The first night of every Level 1 class, I do a brief orientation with the students. We go over simple studio layout (where’s the bathroom, water fountain…), etiquette (being on time, no shoes in the studio, etc), how the session will go (that we run in 6-week repeats, finger cymbals week 3…), and I briefly touch on the idea of having a dance bag. For Level 1 dancers, the bag is super simple–your finger cymbals, water bottle, and notebook.
As your dance world grows, so does your bag! A little secret: I love bags. Not purses, BAGS. I love shopping for bags, assessing all their internal organizational pockets for their purpose…it goes right along with my love of office supplies and closet organizers, I suppose.
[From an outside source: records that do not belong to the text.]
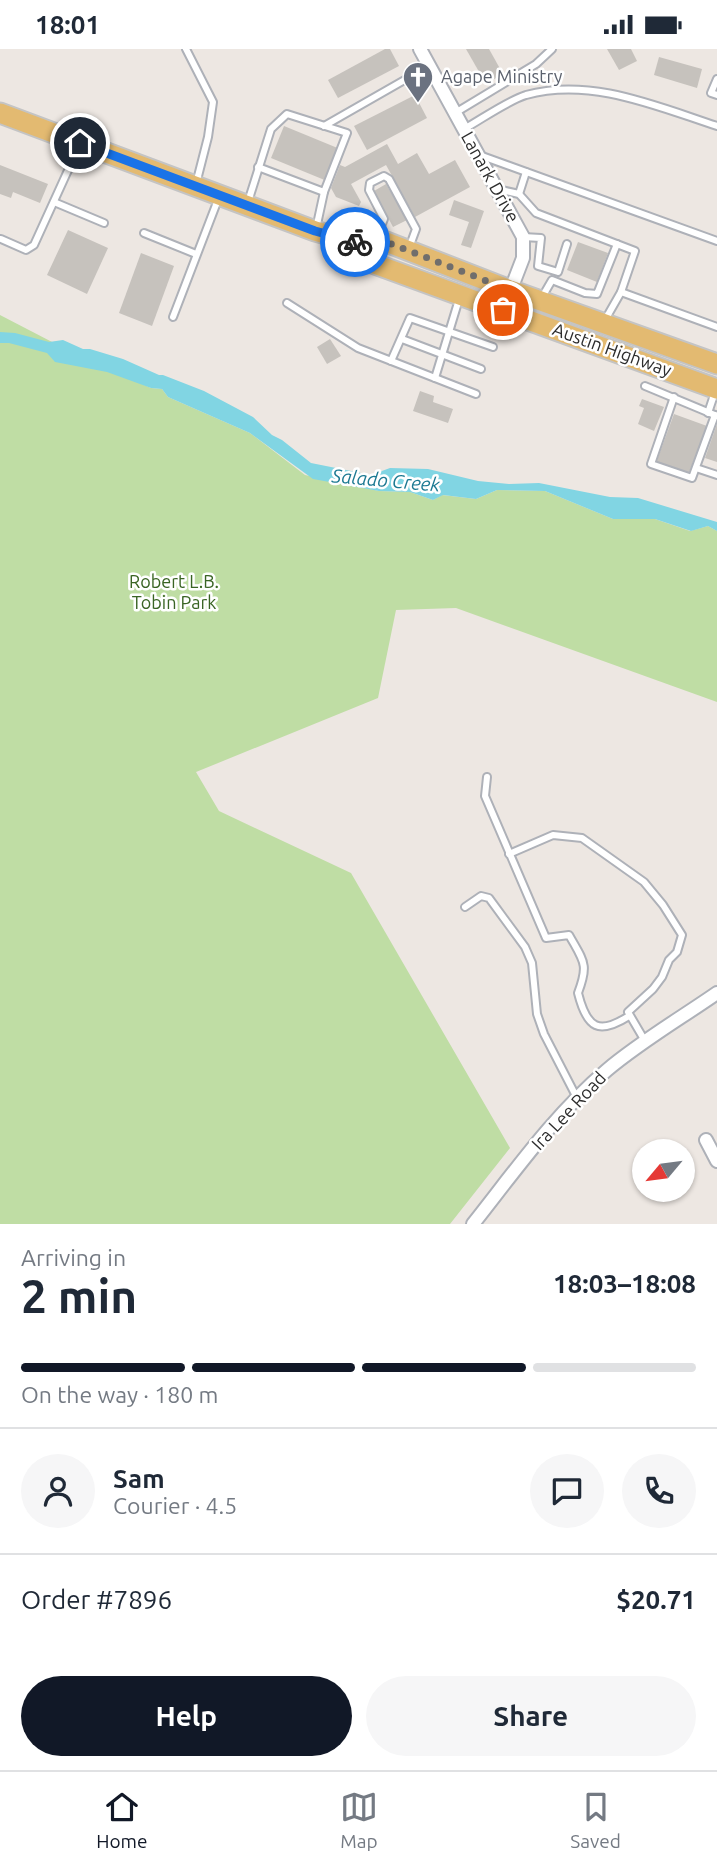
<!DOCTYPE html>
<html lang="en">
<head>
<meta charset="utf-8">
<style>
  :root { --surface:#fff; --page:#f6f6f7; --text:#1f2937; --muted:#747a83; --line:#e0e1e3; --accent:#111827 }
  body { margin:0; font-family:Ubuntu,sans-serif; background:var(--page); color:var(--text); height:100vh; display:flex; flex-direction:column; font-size:26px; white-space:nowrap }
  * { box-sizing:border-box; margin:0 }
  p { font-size:23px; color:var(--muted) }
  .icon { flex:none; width:38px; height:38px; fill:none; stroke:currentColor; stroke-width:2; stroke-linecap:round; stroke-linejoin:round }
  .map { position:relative; height:1175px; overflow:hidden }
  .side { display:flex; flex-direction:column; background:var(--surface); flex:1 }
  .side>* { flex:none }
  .needle { width:46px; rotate:241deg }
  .tools { position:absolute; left:632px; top:1090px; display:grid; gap:14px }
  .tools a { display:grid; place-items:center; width:63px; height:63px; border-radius:50%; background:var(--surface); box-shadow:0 2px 5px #0004; font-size:35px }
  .pin { position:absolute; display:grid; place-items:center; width:60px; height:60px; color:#fff; margin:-30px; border:4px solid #fff; border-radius:50%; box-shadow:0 2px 7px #0007 }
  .courier { position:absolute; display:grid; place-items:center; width:70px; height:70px; margin:-35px; border:5px solid #1a73e8; border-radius:50%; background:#fff; color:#222; box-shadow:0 2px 9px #0007 }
  .headline em { font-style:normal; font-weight:700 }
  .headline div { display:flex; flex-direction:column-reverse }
  .headline { display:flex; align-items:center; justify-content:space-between; height:119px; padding:0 21px }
  h1 { font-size:46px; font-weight:700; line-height:52px }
  .bar { display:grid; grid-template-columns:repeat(4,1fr); gap:10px 7px; align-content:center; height:84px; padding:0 21px }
  .bar i { height:9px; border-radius:5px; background:var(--line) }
  .bar .active { background:var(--accent) }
  .bar p { grid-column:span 4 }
  .line { display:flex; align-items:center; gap:18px; padding:0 21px; border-top:2px solid var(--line) }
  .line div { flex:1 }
  .round { display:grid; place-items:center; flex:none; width:74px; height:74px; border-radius:37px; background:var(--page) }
  .primary-button { display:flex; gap:14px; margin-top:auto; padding:14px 21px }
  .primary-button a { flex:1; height:80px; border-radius:42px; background:var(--accent); color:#fff; font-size:28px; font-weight:700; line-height:80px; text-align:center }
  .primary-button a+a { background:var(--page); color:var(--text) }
  .status { display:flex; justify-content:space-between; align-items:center; height:49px; padding:0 35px; background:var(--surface); direction:ltr }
  .status svg { height:19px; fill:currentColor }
  .menu { display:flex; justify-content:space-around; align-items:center; height:98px; border-top:2px solid var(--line); background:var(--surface); font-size:19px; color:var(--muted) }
  .menu a { display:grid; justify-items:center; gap:4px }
  .menu .active { color:var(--accent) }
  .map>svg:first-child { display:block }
  .green { fill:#bfdda4 }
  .water { fill:#81d5e3 }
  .building { fill:#c6c2bd }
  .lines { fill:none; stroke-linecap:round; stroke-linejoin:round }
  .service-casing { stroke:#aeb1b8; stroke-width:10 }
  .minor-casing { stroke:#aeb1b8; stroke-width:16 }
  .primary-casing { stroke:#c4c4c4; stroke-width:23 }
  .service { stroke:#fff; stroke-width:6 }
  .minor { stroke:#fff; stroke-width:12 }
  .primary { stroke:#e3ba71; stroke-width:19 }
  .done { stroke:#706e6c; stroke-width:7; stroke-dasharray:0 12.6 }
  .route { stroke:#1a73e8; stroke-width:9 }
  .labels { text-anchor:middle; stroke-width:5; stroke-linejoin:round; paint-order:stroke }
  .worship-label { font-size:18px; fill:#5b616d; stroke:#fff; text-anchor:start }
  .street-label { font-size:18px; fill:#2d2d2d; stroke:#fff }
  .park-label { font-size:18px; fill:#396423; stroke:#fff }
  .water-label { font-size:19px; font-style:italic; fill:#1c7992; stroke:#fff }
</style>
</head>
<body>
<div class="status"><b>18:01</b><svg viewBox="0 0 49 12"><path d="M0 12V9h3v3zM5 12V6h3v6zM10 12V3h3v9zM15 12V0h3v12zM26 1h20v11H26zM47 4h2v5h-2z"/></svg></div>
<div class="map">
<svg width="717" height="1175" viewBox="0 0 717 1175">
  <rect width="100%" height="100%" fill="#ede7e2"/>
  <!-- green -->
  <polygon class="green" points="0,266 81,308 151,339 162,340 168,348 250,384 305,426 379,442 410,443 433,451 442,446 476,450 497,441 545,442 613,470 655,470 690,482 708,477 717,482 717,653 456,559 396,561 378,649 196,723 219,762 351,824 510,1099 450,1175 0,1175"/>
  <!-- water -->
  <polygon class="water" points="0,283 15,284 49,293 63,291 83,300 90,300 123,310 159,326 163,326 204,342 253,368 272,386 282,391 311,414 371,426 390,419 428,420 478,432 509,435 539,434 610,448 638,449 717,473 717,482 708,477 691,482 655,470 613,470 545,442 497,441 476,450 443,446 433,451 410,443 379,442 313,430 250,384 168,348 162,340 151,339 107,323 55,313 47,304 9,294 0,294"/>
  <!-- building -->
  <g class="building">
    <polygon points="385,0 390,0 399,17 338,49 328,31"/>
    <polygon points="466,0 489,0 503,25 486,35"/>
    <polygon points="607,0 631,0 637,12 619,21"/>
    <polygon points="659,8 702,20 697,39 654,26"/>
    <polygon points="415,46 427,69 367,101 354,77"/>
    <polygon points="284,77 340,100 327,132 271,109"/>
    <polygon points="387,95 398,115 417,104 429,125 455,111 470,138 415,168 386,116 351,135 361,153 359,157 336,148 331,139 340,116 345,118"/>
    <polygon points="0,116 48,135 40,154 13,143 11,149 0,145"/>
    <polygon points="386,135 407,171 393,178 374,142"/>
    <polygon points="454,151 484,162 471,199 461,196 469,173 449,166"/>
    <polygon points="68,181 108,199 87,245 47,226"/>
    <polygon points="578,193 608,204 597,233 567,221"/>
    <polygon points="141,204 174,217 152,277 119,264"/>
    <polygon points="330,290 341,307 327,315 317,298"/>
    <polygon points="420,342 434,347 433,353 453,360 448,374 413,362"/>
    <polygon points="642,350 664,358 654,382 638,375 644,359 639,357"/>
    <polygon points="674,365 707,377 688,426 656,414"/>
    <polygon points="717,375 717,413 705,409"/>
  </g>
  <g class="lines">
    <!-- service casing -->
    <g class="service-casing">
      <g id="service">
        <polyline points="186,0 213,53 208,88 196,135"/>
        <polyline points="717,30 711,44 717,46"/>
        <polyline points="455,64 536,15 552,0"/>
        <polyline points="324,77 429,17"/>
        <path d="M464,80C482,70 507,52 526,46C590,28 656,57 717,77"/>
        <polyline points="482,107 717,192"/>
        <polyline points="258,118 324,143"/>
        <polyline points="497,140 519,145 536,164 635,202 621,243 605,271"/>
        <polyline points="519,145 526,123"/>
        <polyline points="54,153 104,174"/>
        <polyline points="248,153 271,80 287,65 347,84 324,143 316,180"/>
        <polyline points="144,184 196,205"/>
        <polyline points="378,185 384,170 369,141 370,134 384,127 389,130 416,180 409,199"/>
        <polyline points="523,188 541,189 538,217 558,223 567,195"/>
        <polyline points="1,190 26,201 34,196 80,95"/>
        <polyline points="621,243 717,278"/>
        <polyline points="541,250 552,231 585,244 597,245 617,195"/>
        <polyline points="287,254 358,299 476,345"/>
        <polyline points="173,268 219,148"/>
        <polyline points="402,290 481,320"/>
        <polyline points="391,312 410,269 493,298"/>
        <polyline points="435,329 460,247"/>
        <polyline points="645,337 717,367"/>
        <polyline points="674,348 651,415 692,429 715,366"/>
        <polyline points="708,364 715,343"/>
        <polyline points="696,419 717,426"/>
        <path d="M487,728L485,747L546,889L569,886C584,913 589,915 578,944C587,980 599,986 629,967"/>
        <polyline points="509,805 553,786 582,789 644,833 663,856 682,886 677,903 669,911 662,928 653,940 628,963 645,992"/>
        <polyline points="465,858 481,847 489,849 525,898 532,914 537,965 544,985 577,1049"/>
      </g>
    </g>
    <!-- minor casing -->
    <g class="minor-casing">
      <g id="minor">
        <polyline points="420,0 523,188 523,209 503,261"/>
        <polyline points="706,1091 717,1112"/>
        <path d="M473,1175C515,1122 555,1065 607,1021C640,993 681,969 717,944"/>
      </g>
    </g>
    <!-- primary casing -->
    <g class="primary-casing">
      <g id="primary">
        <polyline points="0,64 315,182 358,194 376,189 510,241 717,315"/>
        <polyline points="358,194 372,214 717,340"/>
      </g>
    </g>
    <!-- service -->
    <use href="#service" class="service"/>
    <!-- minor -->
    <use href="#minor" class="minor"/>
    <!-- primary -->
    <use href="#primary" class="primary"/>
  </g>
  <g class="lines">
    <!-- done -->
    <polyline class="done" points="355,193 376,189 510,241 503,261"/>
    <!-- route -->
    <polyline class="route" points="80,94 315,182 355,193"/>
  </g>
  <!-- icons -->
  <defs>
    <g id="church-pin" transform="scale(1.575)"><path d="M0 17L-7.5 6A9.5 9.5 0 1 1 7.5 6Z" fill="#6b7280" stroke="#fff"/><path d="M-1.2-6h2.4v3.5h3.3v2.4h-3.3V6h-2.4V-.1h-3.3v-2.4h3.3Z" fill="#fff"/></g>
  </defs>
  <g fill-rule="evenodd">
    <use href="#church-pin" x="418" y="28"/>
  </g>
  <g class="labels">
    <!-- worship labels -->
    <g class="worship-label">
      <text x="441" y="34">Agape Ministry</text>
    </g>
    <!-- street labels -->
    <g class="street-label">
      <text transform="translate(490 128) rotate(61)" y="6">Lanark Drive</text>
      <text transform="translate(612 301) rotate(20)" y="6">Austin Highway</text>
      <text transform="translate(569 1062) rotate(-47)" y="6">Ira Lee Road</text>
    </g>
    <!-- park labels -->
    <g class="park-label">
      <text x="174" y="539">Robert L.B.<tspan x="174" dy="21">Tobin Park</tspan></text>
    </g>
    <!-- water labels -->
    <g class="water-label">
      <text transform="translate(386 431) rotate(5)" y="7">Salado Creek</text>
    </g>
  </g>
</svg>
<div class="tools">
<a><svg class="needle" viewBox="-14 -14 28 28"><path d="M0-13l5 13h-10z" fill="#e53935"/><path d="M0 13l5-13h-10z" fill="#747a83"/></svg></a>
</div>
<div class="pin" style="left:503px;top:261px;background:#ea580c"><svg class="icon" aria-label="bag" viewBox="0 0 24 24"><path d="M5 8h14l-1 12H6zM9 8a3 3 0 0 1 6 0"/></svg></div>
<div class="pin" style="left:80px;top:94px;background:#1f2937"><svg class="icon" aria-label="home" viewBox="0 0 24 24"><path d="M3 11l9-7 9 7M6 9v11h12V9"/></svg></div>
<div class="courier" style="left:355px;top:193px"><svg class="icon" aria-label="bike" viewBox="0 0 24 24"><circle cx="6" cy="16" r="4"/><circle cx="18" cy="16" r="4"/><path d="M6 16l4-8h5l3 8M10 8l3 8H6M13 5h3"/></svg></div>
</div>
<section class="side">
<div class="headline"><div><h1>2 min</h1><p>Arriving in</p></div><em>18:03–18:08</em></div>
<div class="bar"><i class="active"></i><i class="active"></i><i class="active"></i><i></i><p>On the way · 180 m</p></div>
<div class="line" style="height:126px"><a class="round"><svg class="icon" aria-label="person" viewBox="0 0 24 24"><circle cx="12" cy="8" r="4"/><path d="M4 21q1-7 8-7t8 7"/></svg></a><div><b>Sam</b><p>Courier · 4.5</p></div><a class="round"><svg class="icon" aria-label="chat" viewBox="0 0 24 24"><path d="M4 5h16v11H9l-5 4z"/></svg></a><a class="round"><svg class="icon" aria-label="phone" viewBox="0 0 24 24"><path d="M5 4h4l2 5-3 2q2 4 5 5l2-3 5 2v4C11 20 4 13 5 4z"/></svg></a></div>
<div class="line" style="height:91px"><div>Order #7896</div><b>$20.71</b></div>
<div class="primary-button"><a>Help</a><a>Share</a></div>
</section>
<nav class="menu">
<a class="active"><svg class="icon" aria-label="home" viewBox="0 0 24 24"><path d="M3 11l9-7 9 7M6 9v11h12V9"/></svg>Home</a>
<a><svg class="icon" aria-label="map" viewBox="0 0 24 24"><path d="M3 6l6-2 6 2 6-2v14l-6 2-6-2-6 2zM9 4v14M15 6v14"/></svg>Map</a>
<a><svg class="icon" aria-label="saved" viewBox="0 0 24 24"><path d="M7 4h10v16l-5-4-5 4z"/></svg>Saved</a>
</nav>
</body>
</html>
I love everything to have its little “home”. But I digress…
So once you have progressed past Level 1, what are some other common items to find in your dance bag? Here is a checklist of potential things to keep in your dance bag at all times:
Your Dance Bag
- water bottle
- finger cymbals
- notebook with mechanical pencil
- calendar with important dance dates on it
- performances you are attending/performing in, class schedule, etc)
- spare hip scarf
- small towel
- to mop your brow
- dance shoes/footies
- if you use them
For workshops, you should also add to the class bag:
- dance shoes/footies
- even if you don’t usually use these, always bring them to workshops. You simply never know what the floors will be like–cement, splinters, and carpet being more common than they should be–and your feet deserve protection.
- a couple healthy snacks
- to re-apply during or after, as needed
- business cards
- your own or your teacher’s or both
- your fave pain meds
- achey muscles suck and can be tempered with some pre-emptive Advil or similar anti-inflammatory
- a second set of dance clothes
- if the workshop is all day, and you’re a sweaty-betty, changing after lunch is refreshing–even just a change of undies and/or tee shirt will help rejuvenate you. Alternately, if you don’t change in the workshop, you may want them to go out with your fellow dancers after the workshop.
Your Performance Bag
I recommend a roly-bag for a performance bag. It saves strain on your body before and after performing, and is easy to work out of in a crowded dressing room. I have my “little red bag”which is a carry-on size, hard-sided rolling bag which has been with me for a decade.
- full costume
- tip: put it all on the night before, then take it off and pack it in a garment bag right then so you’re sure you have it all-together. Place garment bag by your front door and pack in your in suitcase just before you leave–no sooner, so you avoid unnecessary wrinkles.
- jewelry & spare jewelry
- what you intend to wear, plus a couple alternates just in case
- safety pins
- water bottle
- small towel
- sometimes “contents shift during transit”, be ready to re-anchor what needs extra help
- dance shoes
- as with workshops, you can never be certain of the dance surface. Even if they promised a professional stage, you don’t know the condition until you arrive. Protect the tootsies. Full ballet slippers or similar are best.
- business cards/postcards
- yours or your troupe’s or teacher’s or all of the above
- spare bindis and bindi glue
- touch-up make-up kit
- I keep one with a universal color lipstick, eye shadow, and liner. Universal meaning it is stage-worthy neutrals I can use to fill in with if there is a make-up failure. Best if you have a little mirror in there which can be stood up on a table–vying for limited mirror space backstage can be a pill, so it’s helpful to have your own.
- never ever go to a gig without one
- travel tissue
- just a little soft pack of travel tissues can be used to remove stray make-up, dab sweat, etc
- iPod -&- CD of music
- I have more than once turned up to an event where I was assured we could use one or the other and couldn’t. Best to have one of each just in case. If you only use CD’s, then bring two CD’s, so you have a backup in case one burn didn’t take or gets scratched. If you dance in a troupe, giving one of each of the CD’s to two different dancers also helps the CD get there in case someone gets waylayed.
- your intro
- having one at the ready for every gig keeps you from having to think of something pithy last minute. Just have a standard one you print out several copies of and keep themin your dance bag at all times.
- change of clothes
- even if you don’t think you will be going out after a gig, you never know when an opportunity will present itself, and you don’t want to wear your costume pieces out and get them soiled or ruined. A simple black jersey dress and a pair of ballet flats is my go-to (don’t forget a non-performance bra!). It wads up in my bag easily, is very small and light, slips over my head easily, is a quick change for dashing out, and is neutral enough to wear with whatever makeup, hair, or jewelry I am rocking that night.
spare hair pins/clips
I hope this is helpful when you’re packing for your next dance experience!